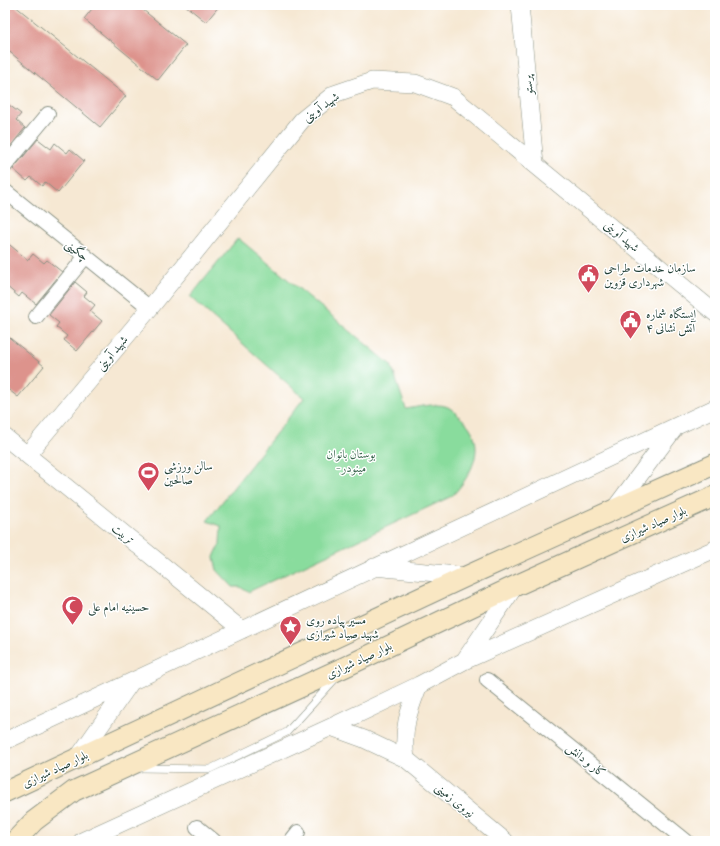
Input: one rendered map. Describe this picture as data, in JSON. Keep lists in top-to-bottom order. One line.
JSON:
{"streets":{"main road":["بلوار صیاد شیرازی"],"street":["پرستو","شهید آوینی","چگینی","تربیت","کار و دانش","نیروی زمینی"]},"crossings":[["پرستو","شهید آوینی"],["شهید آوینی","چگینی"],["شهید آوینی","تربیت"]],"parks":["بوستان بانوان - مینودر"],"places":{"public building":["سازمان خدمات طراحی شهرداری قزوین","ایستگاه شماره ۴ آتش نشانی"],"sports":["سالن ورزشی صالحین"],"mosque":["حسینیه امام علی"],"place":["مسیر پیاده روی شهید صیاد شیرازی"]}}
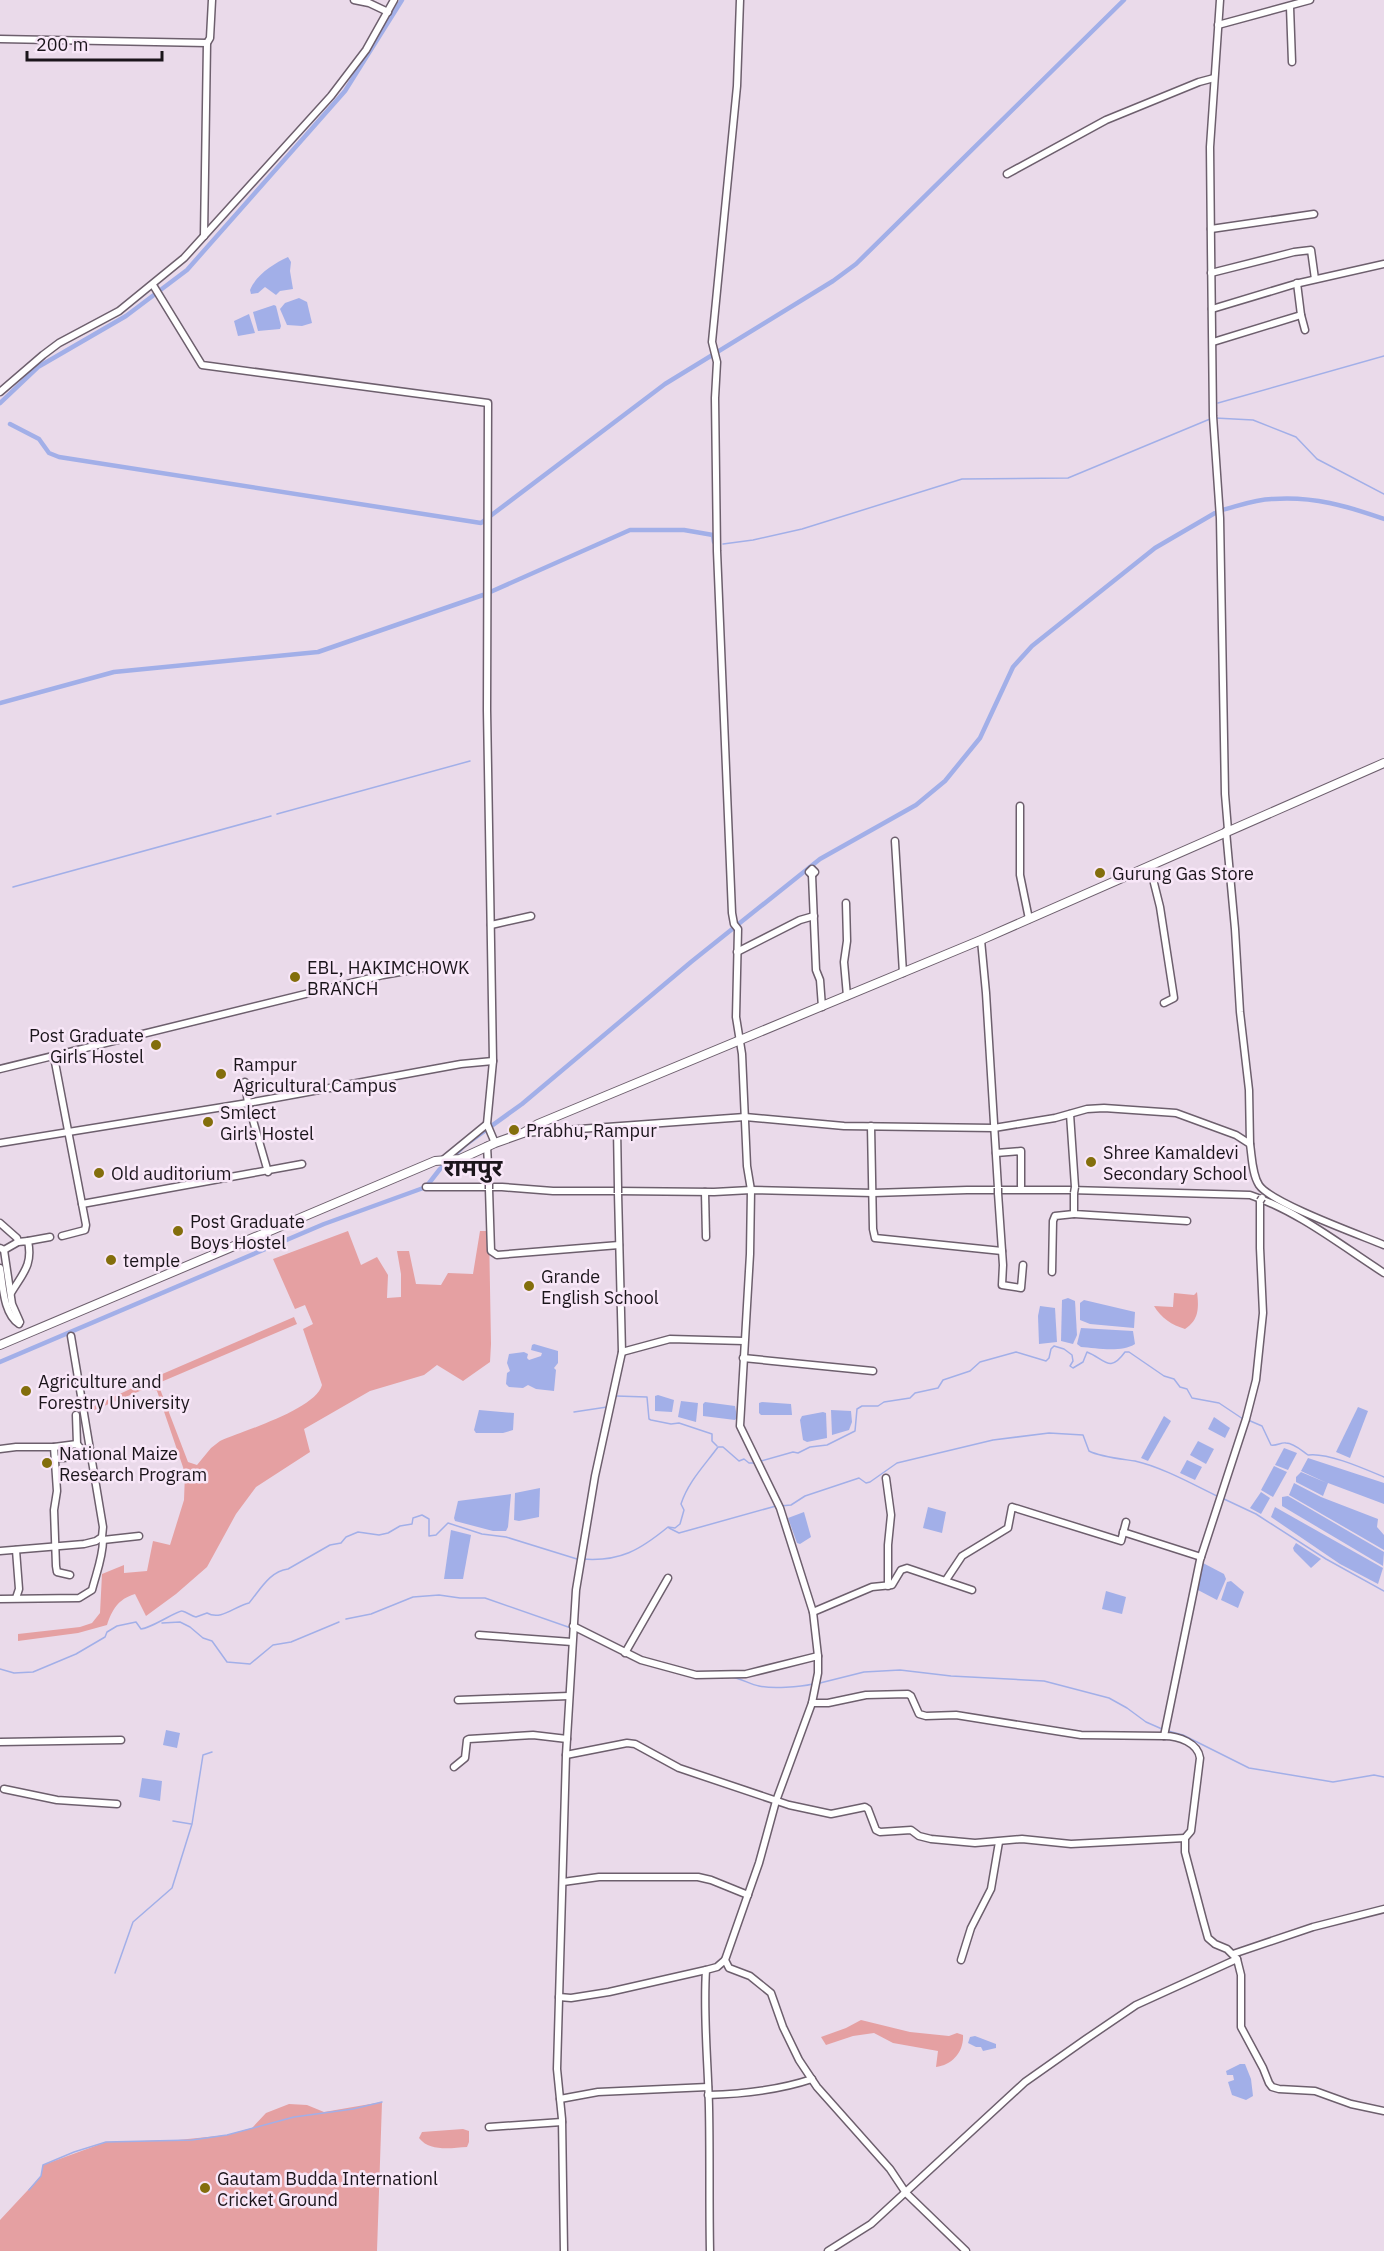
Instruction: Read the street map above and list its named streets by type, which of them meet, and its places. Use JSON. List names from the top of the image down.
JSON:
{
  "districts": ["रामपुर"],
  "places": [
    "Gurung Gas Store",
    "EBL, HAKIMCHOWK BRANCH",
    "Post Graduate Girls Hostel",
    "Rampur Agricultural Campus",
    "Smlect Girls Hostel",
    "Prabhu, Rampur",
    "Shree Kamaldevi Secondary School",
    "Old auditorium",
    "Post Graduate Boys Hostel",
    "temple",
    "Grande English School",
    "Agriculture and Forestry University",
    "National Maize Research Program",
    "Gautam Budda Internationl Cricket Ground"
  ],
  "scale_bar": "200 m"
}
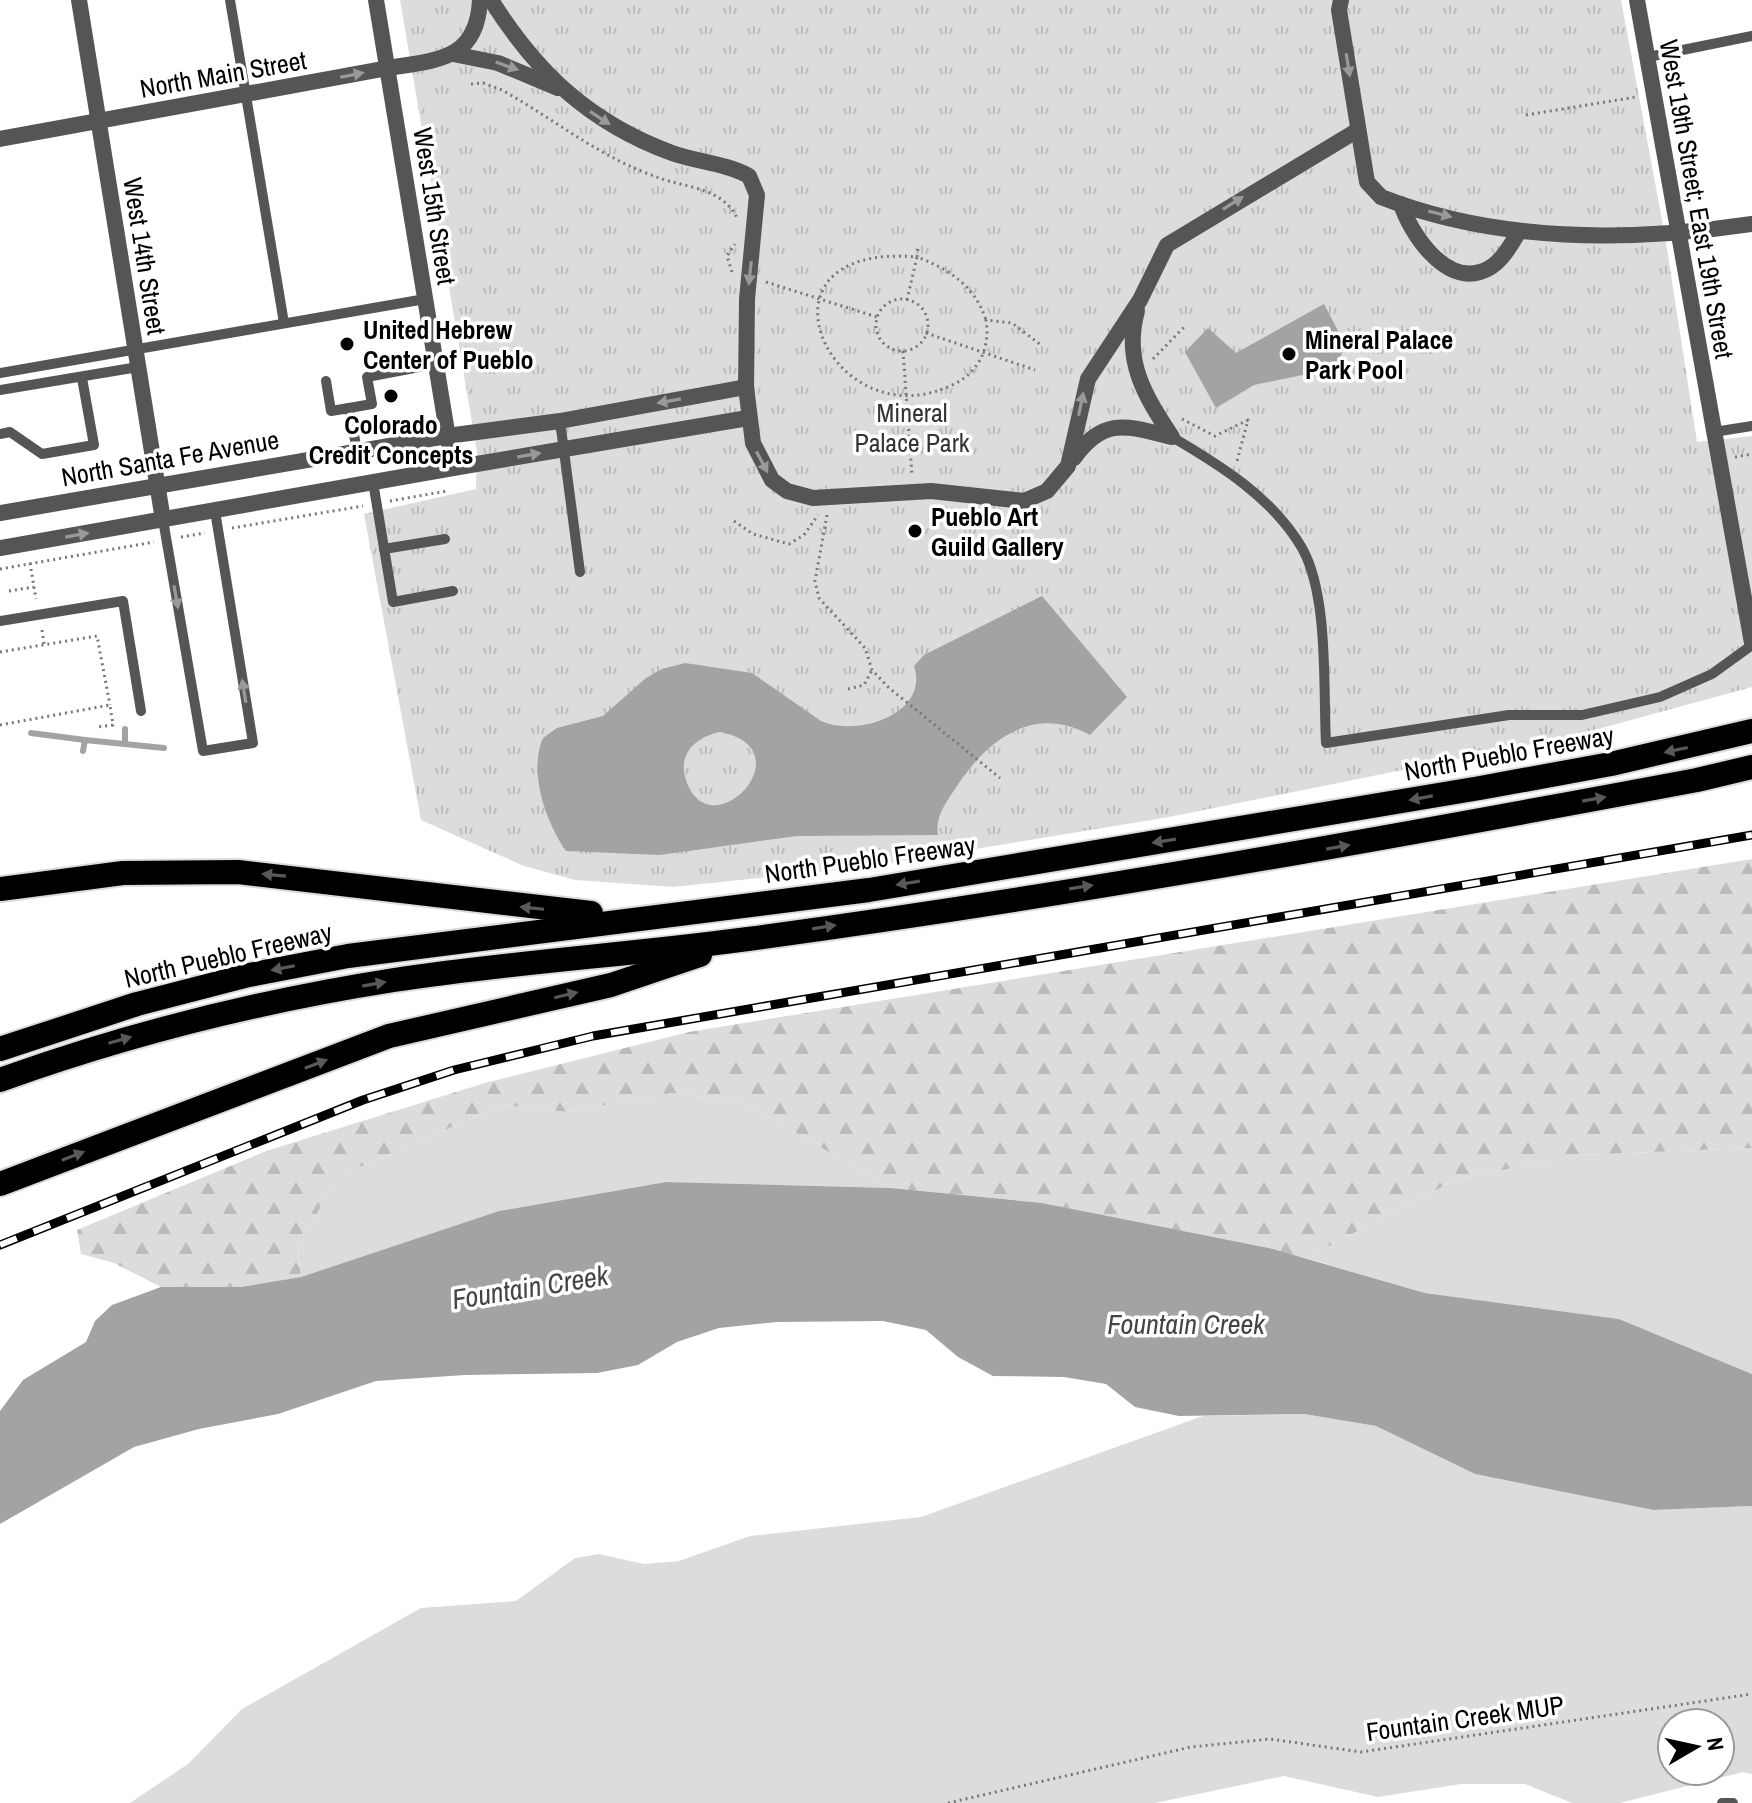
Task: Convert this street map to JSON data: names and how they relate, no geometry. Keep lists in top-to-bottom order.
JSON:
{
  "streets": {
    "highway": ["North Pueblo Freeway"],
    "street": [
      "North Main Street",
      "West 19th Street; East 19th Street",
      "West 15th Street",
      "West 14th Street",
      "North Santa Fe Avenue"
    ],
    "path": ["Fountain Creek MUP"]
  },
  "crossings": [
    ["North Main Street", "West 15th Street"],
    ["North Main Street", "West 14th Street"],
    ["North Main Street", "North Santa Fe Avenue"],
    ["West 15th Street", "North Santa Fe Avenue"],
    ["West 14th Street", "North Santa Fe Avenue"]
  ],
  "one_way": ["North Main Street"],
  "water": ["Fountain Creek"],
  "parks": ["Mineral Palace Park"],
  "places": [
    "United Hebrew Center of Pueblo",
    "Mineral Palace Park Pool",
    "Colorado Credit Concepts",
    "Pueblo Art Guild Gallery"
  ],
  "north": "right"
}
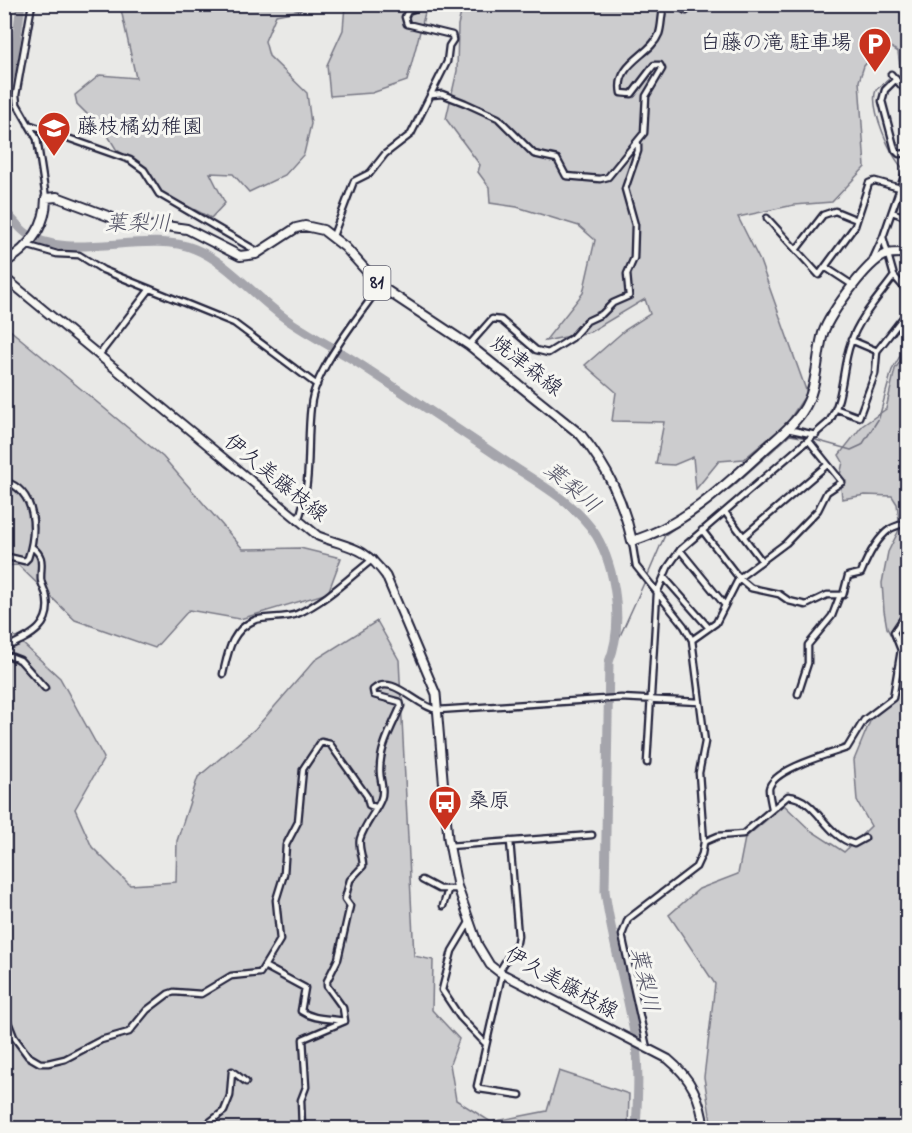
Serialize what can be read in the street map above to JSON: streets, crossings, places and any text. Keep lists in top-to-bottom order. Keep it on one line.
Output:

------------------------------------------------------------------------

◆ WHAT YOU HAVE TO DO: Reproduce the records above exactly, excluding every picture.

◆ OUTPUT BELOW:
Input: one rendered map. Describe this picture as data, in JSON. Keep lists in top-to-bottom order. One line.
JSON:
{"streets":{"main road":["بلوار صیاد شیرازی"],"street":["پرستو","شهید آوینی","چگینی","تربیت","کار و دانش","نیروی زمینی"]},"crossings":[["پرستو","شهید آوینی"],["شهید آوینی","چگینی"],["شهید آوینی","تربیت"]],"parks":["بوستان بانوان - مینودر"],"places":{"public building":["سازمان خدمات طراحی شهرداری قزوین","ایستگاه شماره ۴ آتش نشانی"],"sports":["سالن ورزشی صالحین"],"mosque":["حسینیه امام علی"],"place":["مسیر پیاده روی شهید صیاد شیرازی"]}}
Instruction: Read the street map above and list its named streets by type, which of them meet, and its places. Use JSON. List names from the top of the image down.
JSON:
{
  "districts": ["रामपुर"],
  "places": [
    "Gurung Gas Store",
    "EBL, HAKIMCHOWK BRANCH",
    "Post Graduate Girls Hostel",
    "Rampur Agricultural Campus",
    "Smlect Girls Hostel",
    "Prabhu, Rampur",
    "Shree Kamaldevi Secondary School",
    "Old auditorium",
    "Post Graduate Boys Hostel",
    "temple",
    "Grande English School",
    "Agriculture and Forestry University",
    "National Maize Research Program",
    "Gautam Budda Internationl Cricket Ground"
  ],
  "scale_bar": "200 m"
}
Task: Convert this street map to JSON data: names and how they relate, no geometry. Keep lists in top-to-bottom order.
JSON:
{
  "streets": {
    "highway": ["North Pueblo Freeway"],
    "street": [
      "North Main Street",
      "West 19th Street; East 19th Street",
      "West 15th Street",
      "West 14th Street",
      "North Santa Fe Avenue"
    ],
    "path": ["Fountain Creek MUP"]
  },
  "crossings": [
    ["North Main Street", "West 15th Street"],
    ["North Main Street", "West 14th Street"],
    ["North Main Street", "North Santa Fe Avenue"],
    ["West 15th Street", "North Santa Fe Avenue"],
    ["West 14th Street", "North Santa Fe Avenue"]
  ],
  "one_way": ["North Main Street"],
  "water": ["Fountain Creek"],
  "parks": ["Mineral Palace Park"],
  "places": [
    "United Hebrew Center of Pueblo",
    "Mineral Palace Park Pool",
    "Colorado Credit Concepts",
    "Pueblo Art Guild Gallery"
  ],
  "north": "right"
}
Serialize what can be read in the street map above to JSON: streets, crossings, places and any text. Keep lists in top-to-bottom order. Keep it on one line.
Output:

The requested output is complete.